New Delhi, India, April 22, 2022
Workers Use Communist Philosophy in the Fight to End Capitalism
INDIA, January 20— “I used to think that my life was horrible, it was never going to change. I hated the system, but I saw no way out,” said Neelam. “But it made me very angry. When I saw Red Flag, I read that people just like me were trying to destroy the system and build a communist society without the capitalists. I saw hope. Rather than feeling a victim, I saw there are tens of millions of workers like me. If we are united, change will come fast.”
Neelam and dozens of other comrades from Bengaluru, Delhi, and Chennai met virtually to read and discuss Red Flag. Comrades made a special effort to bring new comrades. They had followed the recent international party conference in El Salvador and wanted to continue the struggle.
“If we understand laws of dialectical materialism, we will be able to counter capitalist rulers’ ideology that their system of wage slavery is going to last forever,” Neelam continued. “Everything in nature and society changes because of internal contradictions. Today, we are going to discuss how this helps in our struggle for a communist society.”
Neelam recently joined ICWP in a Bengaluru garment factory where she received Red Flag from another worker. Like many others, she faces many obstacles to attending a communist meeting. She rises at 4:00 am to get ready for work. It takes her about 90 minutes to go to the factory where she works a 12-hour shift. She arrives home exhausted, and immediately her other (unpaid) job starts: cleaning, cooking, and childcare.
With all this, Neelam made the time to come to a communist meeting. She saw the need to change the world. Now attending communist meetings is the most exciting thing in her life, not a sacrifice. Her introduction encouraged other comrades to participate in our dialectical materialism meeting.
Analyzing Internal Contradictions
Amit is an unemployed worker in Delhi.

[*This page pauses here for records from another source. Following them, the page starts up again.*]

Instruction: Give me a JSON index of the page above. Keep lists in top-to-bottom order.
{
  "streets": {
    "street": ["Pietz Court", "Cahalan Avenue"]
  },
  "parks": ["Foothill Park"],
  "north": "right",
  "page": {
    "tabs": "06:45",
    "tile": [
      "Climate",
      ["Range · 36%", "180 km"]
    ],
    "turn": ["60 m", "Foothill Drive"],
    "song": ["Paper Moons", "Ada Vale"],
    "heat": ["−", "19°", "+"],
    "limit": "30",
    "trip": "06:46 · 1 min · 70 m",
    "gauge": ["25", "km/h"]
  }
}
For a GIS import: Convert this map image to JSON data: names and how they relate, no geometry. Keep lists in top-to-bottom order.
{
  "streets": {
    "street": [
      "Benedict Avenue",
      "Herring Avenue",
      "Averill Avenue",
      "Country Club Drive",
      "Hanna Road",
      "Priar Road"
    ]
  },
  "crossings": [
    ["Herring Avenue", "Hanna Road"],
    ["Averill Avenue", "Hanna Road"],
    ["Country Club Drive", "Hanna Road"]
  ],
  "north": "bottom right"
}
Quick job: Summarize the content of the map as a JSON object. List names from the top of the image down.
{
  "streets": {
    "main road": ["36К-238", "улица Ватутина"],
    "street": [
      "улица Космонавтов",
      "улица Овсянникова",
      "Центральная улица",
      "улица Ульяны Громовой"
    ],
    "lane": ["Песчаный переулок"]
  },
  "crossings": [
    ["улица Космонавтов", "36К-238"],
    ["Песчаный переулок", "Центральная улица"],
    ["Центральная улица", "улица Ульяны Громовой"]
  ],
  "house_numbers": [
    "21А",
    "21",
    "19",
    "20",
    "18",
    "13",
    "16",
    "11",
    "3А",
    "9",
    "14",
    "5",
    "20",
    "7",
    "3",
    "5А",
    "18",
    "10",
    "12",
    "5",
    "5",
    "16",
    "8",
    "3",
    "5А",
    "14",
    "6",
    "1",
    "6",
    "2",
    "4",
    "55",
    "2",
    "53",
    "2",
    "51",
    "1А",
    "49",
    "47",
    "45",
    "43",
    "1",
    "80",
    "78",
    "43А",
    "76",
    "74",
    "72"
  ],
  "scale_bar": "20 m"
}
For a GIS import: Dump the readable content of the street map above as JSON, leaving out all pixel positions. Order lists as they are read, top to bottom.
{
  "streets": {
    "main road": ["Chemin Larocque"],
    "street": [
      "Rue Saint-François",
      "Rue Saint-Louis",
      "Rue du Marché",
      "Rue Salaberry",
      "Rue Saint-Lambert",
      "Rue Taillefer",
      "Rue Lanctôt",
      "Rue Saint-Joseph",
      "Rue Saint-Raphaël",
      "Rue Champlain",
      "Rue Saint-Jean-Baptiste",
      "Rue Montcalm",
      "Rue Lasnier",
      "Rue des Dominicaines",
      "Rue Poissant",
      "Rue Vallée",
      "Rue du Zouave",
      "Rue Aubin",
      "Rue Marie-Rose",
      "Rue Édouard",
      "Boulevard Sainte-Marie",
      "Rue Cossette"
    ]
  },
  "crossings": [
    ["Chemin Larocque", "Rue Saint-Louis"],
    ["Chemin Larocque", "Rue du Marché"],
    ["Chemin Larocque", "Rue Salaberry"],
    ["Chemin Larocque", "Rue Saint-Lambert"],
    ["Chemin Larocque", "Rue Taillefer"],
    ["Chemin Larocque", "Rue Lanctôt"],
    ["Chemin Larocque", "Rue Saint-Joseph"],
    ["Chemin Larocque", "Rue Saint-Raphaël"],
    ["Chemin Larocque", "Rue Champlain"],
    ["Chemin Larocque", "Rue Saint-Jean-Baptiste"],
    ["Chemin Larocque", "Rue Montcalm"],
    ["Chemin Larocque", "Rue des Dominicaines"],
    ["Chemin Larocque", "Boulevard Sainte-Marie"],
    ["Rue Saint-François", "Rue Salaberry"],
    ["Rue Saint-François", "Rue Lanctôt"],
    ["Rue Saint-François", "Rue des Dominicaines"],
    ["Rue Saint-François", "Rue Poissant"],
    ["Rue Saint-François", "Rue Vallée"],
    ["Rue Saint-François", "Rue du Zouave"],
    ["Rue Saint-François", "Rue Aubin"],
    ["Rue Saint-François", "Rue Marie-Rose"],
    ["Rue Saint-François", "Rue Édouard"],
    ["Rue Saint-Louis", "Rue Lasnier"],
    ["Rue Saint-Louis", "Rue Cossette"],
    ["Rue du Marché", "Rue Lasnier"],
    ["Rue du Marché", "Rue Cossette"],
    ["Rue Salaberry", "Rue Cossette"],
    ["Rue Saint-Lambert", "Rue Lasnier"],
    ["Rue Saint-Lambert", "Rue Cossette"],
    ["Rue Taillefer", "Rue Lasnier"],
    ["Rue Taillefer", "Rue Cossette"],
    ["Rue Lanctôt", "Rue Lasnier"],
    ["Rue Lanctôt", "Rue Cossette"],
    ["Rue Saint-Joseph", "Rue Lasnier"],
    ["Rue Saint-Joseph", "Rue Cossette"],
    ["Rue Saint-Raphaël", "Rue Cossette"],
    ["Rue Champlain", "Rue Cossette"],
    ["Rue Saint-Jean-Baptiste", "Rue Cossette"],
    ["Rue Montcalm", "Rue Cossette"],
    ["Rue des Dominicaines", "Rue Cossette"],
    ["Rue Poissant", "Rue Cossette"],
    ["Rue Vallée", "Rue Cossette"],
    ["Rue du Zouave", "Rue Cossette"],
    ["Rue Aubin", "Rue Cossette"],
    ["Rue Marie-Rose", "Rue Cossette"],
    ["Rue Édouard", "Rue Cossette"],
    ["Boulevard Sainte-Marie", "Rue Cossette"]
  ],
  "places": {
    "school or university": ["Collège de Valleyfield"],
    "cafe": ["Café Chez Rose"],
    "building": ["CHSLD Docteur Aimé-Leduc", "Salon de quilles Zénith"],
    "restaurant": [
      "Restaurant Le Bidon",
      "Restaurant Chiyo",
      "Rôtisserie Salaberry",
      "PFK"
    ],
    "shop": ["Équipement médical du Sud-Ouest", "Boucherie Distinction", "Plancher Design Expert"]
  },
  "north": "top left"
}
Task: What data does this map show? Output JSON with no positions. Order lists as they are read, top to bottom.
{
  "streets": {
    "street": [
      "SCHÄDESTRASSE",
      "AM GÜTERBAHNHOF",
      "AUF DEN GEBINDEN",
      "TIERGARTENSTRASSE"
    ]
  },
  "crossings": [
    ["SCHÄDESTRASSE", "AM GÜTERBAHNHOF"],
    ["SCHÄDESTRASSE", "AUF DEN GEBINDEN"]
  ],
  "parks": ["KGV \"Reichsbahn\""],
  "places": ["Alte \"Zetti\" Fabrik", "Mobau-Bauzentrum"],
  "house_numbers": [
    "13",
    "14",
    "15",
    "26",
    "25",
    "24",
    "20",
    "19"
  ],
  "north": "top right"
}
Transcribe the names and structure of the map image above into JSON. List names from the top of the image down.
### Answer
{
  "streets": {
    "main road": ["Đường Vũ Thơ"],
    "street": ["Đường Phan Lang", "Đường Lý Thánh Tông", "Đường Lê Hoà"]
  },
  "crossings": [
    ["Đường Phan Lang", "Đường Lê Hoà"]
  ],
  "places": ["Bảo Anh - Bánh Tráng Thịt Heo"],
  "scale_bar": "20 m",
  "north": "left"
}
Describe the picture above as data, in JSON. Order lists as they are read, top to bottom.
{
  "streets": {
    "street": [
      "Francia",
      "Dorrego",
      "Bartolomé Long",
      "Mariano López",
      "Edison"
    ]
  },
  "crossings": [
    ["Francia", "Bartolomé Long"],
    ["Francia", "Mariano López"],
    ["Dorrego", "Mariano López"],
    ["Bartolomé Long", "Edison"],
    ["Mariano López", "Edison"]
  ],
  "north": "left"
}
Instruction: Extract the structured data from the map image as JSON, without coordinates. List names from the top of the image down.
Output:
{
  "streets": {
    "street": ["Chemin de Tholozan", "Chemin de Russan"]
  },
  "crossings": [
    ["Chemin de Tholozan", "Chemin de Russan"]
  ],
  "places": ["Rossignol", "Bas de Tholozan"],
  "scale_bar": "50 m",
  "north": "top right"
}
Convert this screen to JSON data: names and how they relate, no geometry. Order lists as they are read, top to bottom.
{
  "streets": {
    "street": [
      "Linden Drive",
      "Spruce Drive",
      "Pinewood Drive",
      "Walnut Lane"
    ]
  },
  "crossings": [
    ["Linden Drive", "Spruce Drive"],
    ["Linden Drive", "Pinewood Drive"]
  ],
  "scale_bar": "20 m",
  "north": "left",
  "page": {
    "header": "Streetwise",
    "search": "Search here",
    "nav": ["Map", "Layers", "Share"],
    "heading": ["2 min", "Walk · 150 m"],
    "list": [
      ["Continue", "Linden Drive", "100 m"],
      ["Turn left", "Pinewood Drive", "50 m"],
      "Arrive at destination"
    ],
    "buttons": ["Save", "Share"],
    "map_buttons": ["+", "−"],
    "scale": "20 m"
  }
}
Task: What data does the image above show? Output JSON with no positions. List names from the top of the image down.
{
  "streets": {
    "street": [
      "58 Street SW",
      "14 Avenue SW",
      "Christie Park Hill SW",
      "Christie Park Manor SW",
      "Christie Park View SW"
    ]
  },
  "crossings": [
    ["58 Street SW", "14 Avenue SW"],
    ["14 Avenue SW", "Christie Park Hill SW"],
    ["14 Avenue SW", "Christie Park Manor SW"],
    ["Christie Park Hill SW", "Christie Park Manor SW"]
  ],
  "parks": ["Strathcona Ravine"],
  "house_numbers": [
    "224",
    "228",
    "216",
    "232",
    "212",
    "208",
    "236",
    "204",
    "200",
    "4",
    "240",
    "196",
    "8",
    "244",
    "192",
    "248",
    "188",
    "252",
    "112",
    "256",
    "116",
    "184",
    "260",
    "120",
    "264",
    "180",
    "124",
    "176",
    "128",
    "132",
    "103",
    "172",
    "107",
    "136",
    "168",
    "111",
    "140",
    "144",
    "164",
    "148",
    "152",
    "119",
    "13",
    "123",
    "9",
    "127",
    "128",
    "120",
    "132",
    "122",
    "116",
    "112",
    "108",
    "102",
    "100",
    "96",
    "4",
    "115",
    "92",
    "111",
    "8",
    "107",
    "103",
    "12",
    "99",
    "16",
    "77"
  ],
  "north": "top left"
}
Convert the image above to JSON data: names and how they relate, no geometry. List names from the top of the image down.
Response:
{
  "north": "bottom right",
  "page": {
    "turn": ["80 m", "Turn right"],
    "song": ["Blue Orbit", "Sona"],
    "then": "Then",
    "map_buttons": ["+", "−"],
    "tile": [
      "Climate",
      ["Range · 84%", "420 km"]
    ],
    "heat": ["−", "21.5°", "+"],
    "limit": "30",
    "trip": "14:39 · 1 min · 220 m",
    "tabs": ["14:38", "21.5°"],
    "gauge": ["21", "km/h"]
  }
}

He joined the party during the tumultuous struggles against massacres of Muslim workers. He experienced firsthand the struggle for oxygen during the Covid times. He was involved in the Shaheen Bagh movement and the farmers’ agitation.
“We all know that when sowing seeds, we must bury them deep in the soil,” Amit said. “With some water, the seed transforms into a shoot that becomes a tree. If you take a stone and bury it underground for millions of years, it will remain a stone. The seed and the stone have the same external conditions, but their internal contradictions are different.”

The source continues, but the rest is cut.